_Dataset entries_:
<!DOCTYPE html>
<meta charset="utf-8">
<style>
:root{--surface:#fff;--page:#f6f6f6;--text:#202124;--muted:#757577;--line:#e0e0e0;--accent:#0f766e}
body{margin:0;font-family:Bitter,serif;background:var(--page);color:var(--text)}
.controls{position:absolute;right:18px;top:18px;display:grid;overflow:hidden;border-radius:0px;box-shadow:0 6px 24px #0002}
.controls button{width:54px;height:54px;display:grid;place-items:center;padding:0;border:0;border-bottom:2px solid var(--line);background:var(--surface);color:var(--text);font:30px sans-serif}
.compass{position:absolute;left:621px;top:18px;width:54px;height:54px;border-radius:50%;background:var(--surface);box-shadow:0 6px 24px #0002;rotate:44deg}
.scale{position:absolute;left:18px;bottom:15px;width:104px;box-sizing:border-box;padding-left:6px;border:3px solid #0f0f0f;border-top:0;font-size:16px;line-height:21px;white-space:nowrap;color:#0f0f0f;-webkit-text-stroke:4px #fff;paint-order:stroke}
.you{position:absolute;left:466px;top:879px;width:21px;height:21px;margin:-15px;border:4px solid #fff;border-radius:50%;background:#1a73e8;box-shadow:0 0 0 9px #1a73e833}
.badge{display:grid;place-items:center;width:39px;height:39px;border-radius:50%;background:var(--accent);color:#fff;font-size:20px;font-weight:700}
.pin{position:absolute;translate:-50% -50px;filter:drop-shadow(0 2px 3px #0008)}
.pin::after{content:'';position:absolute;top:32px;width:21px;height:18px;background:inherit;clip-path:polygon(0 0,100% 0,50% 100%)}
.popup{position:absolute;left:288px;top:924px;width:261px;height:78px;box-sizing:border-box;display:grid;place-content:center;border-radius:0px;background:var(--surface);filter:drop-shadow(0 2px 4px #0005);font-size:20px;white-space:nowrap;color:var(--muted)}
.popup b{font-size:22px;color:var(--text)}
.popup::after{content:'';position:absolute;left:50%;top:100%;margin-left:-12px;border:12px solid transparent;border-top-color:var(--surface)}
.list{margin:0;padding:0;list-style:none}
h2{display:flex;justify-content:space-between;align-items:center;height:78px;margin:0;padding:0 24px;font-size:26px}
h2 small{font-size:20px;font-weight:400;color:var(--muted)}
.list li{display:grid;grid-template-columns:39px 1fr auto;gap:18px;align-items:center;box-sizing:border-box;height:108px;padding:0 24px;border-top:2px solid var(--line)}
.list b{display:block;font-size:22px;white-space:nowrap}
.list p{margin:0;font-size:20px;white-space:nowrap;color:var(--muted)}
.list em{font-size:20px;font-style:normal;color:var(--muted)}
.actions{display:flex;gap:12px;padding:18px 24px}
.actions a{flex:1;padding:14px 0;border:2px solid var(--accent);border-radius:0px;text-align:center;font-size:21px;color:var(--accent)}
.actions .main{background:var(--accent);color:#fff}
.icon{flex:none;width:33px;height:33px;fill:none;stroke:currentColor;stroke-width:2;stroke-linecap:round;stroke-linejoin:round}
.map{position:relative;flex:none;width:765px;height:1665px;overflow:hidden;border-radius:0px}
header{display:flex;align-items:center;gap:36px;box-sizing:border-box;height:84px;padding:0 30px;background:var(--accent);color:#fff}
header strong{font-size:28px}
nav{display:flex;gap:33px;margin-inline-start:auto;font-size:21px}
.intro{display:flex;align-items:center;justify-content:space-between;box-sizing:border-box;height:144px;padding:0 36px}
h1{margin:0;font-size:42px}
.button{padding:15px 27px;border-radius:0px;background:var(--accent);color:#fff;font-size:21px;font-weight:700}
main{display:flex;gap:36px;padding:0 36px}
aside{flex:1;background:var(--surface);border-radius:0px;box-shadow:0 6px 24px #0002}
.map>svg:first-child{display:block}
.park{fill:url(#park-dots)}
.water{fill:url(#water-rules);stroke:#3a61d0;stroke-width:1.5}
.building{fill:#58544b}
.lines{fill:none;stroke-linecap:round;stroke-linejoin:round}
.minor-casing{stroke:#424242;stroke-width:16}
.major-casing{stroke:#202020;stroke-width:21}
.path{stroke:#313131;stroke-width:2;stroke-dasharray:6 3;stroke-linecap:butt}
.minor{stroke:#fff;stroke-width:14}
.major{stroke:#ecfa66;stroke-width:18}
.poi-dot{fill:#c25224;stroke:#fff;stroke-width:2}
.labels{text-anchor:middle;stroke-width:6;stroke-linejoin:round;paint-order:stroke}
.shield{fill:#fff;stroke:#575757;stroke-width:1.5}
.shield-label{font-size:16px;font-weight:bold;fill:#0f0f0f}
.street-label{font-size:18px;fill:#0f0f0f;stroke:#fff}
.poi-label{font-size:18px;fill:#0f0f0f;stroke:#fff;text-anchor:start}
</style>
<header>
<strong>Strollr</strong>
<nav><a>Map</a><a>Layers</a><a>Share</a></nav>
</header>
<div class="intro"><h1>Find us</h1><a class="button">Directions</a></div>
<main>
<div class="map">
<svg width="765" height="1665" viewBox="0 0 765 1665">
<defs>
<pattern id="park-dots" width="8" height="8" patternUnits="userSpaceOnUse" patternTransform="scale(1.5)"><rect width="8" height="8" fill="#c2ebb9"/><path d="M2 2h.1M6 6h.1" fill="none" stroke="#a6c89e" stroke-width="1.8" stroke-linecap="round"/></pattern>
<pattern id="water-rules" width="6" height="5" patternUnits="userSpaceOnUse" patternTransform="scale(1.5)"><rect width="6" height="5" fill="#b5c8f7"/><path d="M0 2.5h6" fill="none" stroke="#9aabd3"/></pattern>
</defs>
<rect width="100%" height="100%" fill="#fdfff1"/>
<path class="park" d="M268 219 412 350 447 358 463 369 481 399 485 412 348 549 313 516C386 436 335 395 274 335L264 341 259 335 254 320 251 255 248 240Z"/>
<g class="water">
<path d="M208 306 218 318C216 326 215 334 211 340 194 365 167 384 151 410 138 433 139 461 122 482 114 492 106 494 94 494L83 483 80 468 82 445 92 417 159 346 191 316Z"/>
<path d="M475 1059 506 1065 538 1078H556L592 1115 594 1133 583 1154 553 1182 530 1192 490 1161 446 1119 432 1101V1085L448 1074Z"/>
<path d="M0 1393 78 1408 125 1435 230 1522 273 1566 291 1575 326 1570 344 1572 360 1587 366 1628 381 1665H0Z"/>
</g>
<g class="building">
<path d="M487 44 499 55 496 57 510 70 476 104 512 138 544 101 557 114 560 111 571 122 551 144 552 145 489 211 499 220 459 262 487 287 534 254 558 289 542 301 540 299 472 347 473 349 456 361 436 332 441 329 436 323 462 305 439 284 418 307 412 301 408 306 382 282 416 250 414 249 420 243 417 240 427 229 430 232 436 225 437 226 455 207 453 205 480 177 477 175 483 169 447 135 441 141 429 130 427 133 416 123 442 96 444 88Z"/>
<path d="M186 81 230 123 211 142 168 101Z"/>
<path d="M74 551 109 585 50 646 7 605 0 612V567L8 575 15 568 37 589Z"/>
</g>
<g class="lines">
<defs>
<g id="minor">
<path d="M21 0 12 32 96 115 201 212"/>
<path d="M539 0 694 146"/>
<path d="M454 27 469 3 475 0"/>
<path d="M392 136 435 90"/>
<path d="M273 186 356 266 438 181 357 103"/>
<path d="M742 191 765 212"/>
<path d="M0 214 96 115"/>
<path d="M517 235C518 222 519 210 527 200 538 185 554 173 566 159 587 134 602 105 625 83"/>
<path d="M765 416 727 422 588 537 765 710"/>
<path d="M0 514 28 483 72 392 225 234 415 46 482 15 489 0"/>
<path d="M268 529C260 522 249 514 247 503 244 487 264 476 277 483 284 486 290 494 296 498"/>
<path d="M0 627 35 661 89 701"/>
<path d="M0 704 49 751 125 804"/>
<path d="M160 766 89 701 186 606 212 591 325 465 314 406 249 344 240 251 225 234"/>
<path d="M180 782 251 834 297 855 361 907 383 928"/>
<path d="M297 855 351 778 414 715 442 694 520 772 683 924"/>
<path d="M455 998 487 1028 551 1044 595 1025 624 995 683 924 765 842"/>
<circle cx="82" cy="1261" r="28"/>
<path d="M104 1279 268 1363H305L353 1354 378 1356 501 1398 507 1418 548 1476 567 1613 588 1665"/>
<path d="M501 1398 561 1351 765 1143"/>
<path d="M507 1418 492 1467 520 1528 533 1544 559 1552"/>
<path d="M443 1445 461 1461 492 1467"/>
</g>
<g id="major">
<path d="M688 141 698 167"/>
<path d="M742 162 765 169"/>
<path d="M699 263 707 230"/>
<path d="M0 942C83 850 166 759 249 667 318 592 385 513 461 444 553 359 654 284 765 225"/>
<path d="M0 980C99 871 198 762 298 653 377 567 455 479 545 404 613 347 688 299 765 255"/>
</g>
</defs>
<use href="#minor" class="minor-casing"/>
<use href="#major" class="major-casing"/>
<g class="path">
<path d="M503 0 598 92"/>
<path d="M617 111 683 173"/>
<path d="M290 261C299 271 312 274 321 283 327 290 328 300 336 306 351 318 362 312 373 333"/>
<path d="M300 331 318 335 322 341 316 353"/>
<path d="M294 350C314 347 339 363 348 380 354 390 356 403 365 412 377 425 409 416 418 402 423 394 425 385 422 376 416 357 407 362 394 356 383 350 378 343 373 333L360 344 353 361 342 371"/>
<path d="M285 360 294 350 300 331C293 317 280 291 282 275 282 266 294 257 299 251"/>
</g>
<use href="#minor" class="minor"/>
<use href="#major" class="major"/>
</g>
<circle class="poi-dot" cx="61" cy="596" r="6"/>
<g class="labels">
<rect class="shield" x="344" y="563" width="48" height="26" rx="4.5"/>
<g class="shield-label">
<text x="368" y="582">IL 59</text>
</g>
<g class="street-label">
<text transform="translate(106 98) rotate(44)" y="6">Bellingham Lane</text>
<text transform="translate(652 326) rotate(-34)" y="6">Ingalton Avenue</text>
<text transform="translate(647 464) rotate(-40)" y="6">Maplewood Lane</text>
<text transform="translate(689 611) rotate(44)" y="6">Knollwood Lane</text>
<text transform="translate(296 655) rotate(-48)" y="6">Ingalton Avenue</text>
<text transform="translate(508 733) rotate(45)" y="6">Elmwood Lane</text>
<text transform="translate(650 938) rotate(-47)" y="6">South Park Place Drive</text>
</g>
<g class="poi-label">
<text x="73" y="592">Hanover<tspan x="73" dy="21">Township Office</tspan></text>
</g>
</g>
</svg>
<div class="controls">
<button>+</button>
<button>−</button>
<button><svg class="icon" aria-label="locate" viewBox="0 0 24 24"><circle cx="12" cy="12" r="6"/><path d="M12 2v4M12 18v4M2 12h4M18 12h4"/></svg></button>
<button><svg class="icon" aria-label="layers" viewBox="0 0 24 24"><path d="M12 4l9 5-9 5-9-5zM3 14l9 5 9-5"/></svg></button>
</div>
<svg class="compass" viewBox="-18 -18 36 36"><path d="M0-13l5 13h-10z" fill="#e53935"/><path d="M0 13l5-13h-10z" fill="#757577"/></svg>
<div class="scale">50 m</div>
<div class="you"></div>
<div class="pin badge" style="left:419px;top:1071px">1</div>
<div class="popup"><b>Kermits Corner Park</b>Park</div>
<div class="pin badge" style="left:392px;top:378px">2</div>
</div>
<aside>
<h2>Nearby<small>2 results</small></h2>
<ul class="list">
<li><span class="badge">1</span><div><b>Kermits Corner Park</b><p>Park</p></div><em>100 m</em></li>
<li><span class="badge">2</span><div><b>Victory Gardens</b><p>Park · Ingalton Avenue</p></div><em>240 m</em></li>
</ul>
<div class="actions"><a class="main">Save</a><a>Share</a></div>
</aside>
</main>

_Exercise requirements_: Only lines that contain the string "nowrap" count; pick each one out of the records and copy it.

_Expected output_:
.scale{position:absolute;left:18px;bottom:15px;width:104px;box-sizing:border-box;padding-left:6px;border:3px solid #0f0f0f;border-top:0;font-size:16px;line-height:21px;white-space:nowrap;color:#0f0f0f;-webkit-text-stroke:4px #fff;paint-order:stroke}
.popup{position:absolute;left:288px;top:924px;width:261px;height:78px;box-sizing:border-box;display:grid;place-content:center;border-radius:0px;background:var(--surface);filter:drop-shadow(0 2px 4px #0005);font-size:20px;white-space:nowrap;color:var(--muted)}
.list b{display:block;font-size:22px;white-space:nowrap}
.list p{margin:0;font-size:20px;white-space:nowrap;color:var(--muted)}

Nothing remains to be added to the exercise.